* Data for analysis:
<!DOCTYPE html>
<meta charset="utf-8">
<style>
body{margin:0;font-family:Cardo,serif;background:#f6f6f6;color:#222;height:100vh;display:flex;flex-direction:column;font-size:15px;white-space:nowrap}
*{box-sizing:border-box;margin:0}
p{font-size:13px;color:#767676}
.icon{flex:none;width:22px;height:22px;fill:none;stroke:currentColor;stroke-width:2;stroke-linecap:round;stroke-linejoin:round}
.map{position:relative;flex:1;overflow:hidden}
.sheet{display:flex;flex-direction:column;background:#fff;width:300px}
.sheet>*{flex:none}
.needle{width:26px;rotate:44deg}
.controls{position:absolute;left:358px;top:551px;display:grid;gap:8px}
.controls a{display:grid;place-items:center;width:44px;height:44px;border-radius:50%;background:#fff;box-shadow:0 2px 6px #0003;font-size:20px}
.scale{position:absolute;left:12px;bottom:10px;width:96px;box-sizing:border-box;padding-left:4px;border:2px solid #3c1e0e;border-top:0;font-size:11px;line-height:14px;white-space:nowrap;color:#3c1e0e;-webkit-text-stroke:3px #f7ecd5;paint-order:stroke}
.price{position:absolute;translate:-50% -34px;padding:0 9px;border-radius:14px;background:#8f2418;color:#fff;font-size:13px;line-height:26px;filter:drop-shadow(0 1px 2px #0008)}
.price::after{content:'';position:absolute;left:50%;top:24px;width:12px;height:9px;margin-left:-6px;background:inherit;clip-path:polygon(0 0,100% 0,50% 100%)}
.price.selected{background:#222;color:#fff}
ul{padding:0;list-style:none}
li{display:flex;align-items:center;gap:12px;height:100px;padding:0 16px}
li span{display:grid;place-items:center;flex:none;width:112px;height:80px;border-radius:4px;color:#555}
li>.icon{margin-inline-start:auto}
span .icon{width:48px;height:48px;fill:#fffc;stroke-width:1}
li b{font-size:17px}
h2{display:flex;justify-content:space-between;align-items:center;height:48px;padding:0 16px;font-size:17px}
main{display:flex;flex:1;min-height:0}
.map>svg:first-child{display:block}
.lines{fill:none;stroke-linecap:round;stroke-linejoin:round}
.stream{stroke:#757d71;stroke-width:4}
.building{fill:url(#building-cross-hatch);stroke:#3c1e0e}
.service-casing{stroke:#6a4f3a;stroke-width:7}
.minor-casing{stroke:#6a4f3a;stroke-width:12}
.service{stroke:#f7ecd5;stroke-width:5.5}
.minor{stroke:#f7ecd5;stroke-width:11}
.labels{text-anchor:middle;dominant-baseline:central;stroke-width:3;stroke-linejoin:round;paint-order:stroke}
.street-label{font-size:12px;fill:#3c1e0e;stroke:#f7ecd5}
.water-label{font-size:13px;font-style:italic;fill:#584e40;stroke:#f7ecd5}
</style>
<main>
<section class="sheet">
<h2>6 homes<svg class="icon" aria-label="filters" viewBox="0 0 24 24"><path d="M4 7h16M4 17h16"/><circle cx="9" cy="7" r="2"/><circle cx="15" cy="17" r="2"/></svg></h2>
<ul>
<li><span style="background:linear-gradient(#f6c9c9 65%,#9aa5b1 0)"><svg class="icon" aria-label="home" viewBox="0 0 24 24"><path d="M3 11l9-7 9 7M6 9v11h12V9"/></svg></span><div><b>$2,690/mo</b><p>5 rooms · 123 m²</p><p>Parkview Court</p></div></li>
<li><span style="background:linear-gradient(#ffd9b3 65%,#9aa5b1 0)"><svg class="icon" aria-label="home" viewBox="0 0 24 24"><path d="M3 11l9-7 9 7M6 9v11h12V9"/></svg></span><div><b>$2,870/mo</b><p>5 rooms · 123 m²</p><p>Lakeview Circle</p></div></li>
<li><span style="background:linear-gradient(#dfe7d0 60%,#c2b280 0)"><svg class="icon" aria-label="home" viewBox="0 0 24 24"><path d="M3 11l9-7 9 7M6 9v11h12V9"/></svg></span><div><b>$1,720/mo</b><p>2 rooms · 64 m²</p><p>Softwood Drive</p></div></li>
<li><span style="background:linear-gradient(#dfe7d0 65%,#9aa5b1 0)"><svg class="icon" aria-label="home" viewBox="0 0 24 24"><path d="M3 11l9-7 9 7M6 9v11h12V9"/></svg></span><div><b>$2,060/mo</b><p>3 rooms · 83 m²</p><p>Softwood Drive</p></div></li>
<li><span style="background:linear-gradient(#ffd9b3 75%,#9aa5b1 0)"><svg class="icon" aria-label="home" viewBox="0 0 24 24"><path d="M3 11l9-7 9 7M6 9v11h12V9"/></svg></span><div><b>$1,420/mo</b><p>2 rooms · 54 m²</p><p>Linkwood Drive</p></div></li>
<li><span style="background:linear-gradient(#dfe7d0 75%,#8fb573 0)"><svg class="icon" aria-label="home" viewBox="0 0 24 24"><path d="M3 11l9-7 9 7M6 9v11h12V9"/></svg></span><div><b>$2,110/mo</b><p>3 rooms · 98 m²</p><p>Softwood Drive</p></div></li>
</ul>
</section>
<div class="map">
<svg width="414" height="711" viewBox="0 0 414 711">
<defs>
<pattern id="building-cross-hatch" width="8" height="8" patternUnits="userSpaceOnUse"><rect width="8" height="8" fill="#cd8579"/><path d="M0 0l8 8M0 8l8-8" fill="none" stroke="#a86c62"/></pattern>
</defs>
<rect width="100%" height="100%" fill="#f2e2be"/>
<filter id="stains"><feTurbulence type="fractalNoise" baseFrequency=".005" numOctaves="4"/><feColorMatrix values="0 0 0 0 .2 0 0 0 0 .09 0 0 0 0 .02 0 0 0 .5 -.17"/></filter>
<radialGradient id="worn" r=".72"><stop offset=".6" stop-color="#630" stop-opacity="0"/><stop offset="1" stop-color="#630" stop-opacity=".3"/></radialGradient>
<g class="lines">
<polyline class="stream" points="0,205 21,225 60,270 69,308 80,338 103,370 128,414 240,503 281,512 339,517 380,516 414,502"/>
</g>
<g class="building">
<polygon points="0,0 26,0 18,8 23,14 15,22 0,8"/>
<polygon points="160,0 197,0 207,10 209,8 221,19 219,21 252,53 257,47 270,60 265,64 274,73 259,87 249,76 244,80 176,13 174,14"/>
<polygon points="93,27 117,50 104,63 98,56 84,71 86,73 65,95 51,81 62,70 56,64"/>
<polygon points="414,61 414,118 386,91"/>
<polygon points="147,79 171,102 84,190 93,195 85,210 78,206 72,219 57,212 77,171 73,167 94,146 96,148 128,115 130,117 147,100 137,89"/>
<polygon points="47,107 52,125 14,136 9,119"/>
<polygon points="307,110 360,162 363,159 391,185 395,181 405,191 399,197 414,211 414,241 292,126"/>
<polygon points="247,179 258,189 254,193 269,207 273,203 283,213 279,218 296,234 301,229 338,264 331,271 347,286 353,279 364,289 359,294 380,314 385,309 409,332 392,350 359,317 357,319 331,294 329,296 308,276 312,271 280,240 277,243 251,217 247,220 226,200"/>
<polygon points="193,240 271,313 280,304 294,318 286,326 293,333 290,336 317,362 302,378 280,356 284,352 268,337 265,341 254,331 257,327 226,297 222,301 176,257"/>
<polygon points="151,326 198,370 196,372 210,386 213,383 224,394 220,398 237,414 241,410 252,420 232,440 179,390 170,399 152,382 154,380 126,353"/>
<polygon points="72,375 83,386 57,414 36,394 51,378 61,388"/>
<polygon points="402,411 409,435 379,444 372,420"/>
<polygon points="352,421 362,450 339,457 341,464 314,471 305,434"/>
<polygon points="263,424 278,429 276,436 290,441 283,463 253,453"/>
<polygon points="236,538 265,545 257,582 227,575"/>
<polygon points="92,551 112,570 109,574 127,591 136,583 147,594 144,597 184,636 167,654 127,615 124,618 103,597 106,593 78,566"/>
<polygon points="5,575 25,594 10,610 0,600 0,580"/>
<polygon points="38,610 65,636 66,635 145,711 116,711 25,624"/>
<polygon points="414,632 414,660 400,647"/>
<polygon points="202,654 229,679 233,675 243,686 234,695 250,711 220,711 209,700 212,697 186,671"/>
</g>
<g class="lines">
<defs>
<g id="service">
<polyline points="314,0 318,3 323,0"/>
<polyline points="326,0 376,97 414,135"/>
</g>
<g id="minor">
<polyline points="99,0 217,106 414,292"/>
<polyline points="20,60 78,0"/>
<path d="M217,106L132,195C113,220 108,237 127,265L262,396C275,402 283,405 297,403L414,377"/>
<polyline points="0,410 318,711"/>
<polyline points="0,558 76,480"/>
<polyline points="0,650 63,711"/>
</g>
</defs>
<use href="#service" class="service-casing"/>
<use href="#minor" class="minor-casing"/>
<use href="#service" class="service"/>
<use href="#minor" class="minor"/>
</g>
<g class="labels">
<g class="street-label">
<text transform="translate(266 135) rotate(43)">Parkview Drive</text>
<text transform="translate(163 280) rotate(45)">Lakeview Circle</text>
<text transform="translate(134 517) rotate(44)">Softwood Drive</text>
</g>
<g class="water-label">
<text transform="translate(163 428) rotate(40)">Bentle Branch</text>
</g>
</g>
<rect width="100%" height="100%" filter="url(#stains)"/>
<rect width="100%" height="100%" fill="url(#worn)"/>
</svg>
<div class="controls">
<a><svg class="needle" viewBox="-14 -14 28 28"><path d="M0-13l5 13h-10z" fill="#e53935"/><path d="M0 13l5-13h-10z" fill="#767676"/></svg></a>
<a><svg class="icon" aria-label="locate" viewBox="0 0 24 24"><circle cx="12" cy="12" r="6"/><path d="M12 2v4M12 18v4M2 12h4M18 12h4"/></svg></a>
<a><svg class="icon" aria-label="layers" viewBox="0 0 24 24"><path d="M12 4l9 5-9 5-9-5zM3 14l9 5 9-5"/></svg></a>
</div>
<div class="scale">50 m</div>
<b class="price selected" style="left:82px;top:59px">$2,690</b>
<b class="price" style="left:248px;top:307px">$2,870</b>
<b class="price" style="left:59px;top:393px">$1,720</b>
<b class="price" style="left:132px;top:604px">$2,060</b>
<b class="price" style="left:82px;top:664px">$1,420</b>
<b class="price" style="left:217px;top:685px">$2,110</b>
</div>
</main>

* Your goal: Scan the material above for the string "linecap", returning each line that contains it.

* Exercise response:
.icon{flex:none;width:22px;height:22px;fill:none;stroke:currentColor;stroke-width:2;stroke-linecap:round;stroke-linejoin:round}
.lines{fill:none;stroke-linecap:round;stroke-linejoin:round}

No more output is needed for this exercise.